Tertekan Pagar Yang Ditabrak Bus Anak 13 Tahun Meninggal

Agen Casino

Tertekan Pagar Yang Ditabrak Bus Anak 13 Tahun Meninggal – Hani Shafiy Tsania Hasani (13) meninggal dunia tertekan pagar yg ditabrak satu unit bis rombongan haji di Gedung Juang 45, Kota Sukabumi, Jawa Barat, Selasa (17/7).

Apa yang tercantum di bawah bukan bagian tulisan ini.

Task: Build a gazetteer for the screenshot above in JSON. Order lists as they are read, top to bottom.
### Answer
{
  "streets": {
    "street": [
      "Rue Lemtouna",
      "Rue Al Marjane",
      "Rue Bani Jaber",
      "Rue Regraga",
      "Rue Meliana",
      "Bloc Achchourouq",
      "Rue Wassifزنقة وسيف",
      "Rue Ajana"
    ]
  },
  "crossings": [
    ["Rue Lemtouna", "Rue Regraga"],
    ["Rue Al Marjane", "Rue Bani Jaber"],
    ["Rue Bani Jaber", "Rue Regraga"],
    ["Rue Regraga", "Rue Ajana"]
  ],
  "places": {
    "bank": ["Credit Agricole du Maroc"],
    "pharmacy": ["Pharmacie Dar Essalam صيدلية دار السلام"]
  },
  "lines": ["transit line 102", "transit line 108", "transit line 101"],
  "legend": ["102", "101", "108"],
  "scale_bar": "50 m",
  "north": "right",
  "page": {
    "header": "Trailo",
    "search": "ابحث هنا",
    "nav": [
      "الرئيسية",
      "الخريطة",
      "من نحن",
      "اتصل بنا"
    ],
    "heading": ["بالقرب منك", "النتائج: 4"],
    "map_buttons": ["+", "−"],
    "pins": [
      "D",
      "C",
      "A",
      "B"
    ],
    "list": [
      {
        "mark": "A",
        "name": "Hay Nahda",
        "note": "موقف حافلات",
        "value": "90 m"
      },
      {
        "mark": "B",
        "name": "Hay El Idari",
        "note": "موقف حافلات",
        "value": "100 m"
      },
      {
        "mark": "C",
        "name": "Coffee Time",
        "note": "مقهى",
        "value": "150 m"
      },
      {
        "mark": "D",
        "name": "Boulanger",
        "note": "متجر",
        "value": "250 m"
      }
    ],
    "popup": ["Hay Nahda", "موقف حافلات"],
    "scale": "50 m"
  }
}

Duka menyelimutinya keluarga atas kepergian bocah wanita itu.

Kala kejadian berdarah itu Hani memakai seragam Sekolah Basic (SD). Dia baru masuk periode tujuan di SMPN 5 lewat arah prestasi. Kerabat menyebutkan, Hani saat hidupnya mempunyai kemampuan menari.

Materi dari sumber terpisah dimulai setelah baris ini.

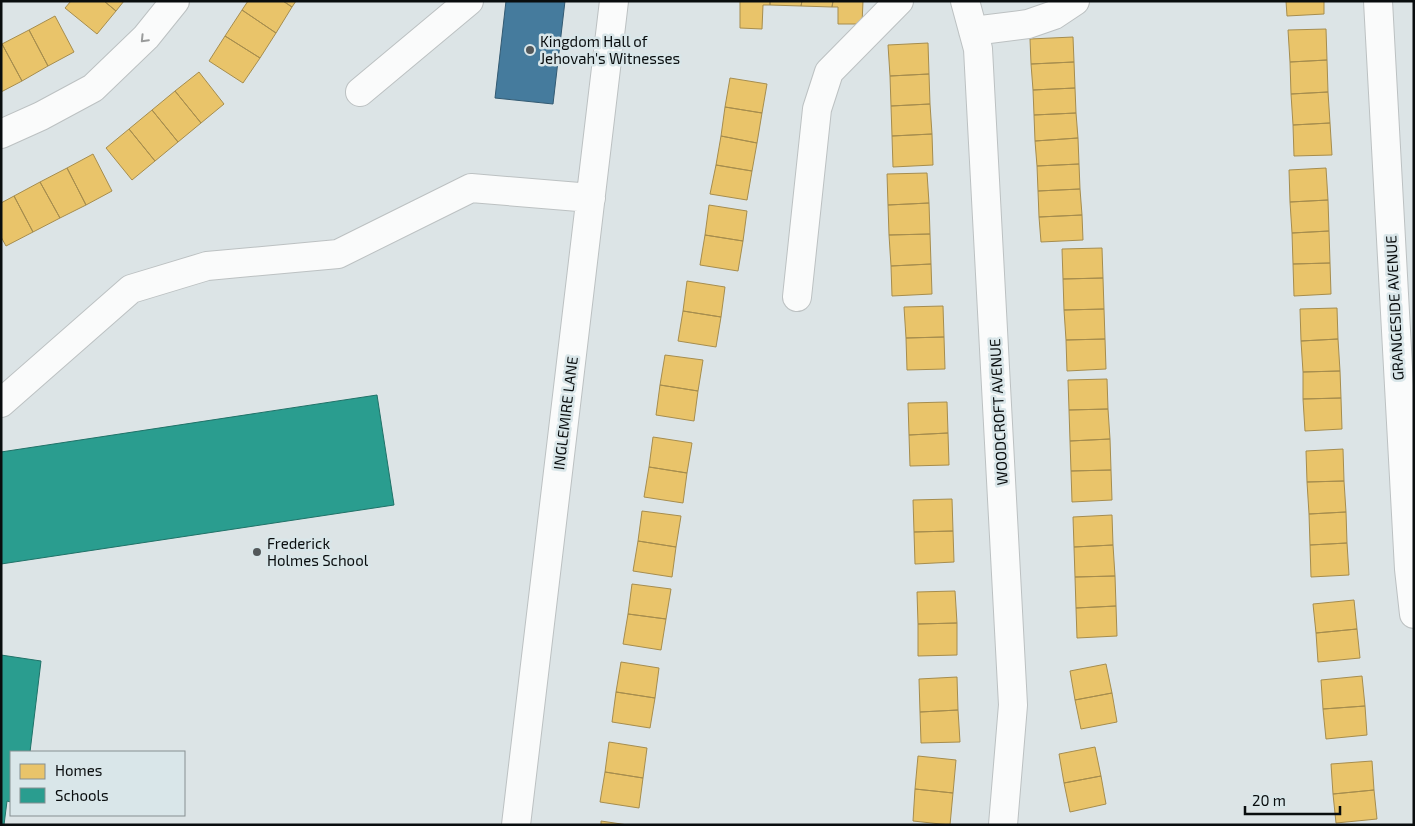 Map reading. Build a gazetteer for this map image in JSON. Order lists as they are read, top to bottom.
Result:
{
  "streets": {
    "street": ["GRANGESIDE AVENUE", "WOODCROFT AVENUE", "INGLEMIRE LANE"]
  },
  "places": ["Kingdom Hall of Jehovah's Witnesses", "Frederick Holmes School"],
  "legend": ["Homes", "Schools"],
  "scale_bar": "20 m"
}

“Anaknya periang banyak rekan, keluarga tidak menduga peristiwa ini menerpa almarhumah. Sekarang ia tengah MOS di SMPN 5, arah prestasi menari sebab hobinya memang itu,” kata Embar Sanubari (24), kerabat almarhumah di dalam rumah duka, Jalan Safir 4 Nomer 152, RT 2 RW 11, Perum Baros Kencana, Kelurahan/Kecamatan Baros, Sukabumi, Rabu (18/7/2019).

Hani anak ke dua dari tiga bersaudara pasangan suami-istri, Hasan Lutfi serta Evi Marlinda. Sebelum momen itu berlangsung, Hani didapati tengah membawa neneknya, Winangsih (66).

“Ia pergi ke Gedung Juang antar neneknya yg pengin pergi haji, sampai saat ini keluarga belum pula yakin,” ujar Embar.

Di dalam rumah duka, sejumlah kerabat serta tetangga terus banyak yang datang buat mengemukakan belasungkawa. Gagasannya jasad bocah penari itu dimakamkan di TPU Pangaritan, Sindang Palay Cibeurem.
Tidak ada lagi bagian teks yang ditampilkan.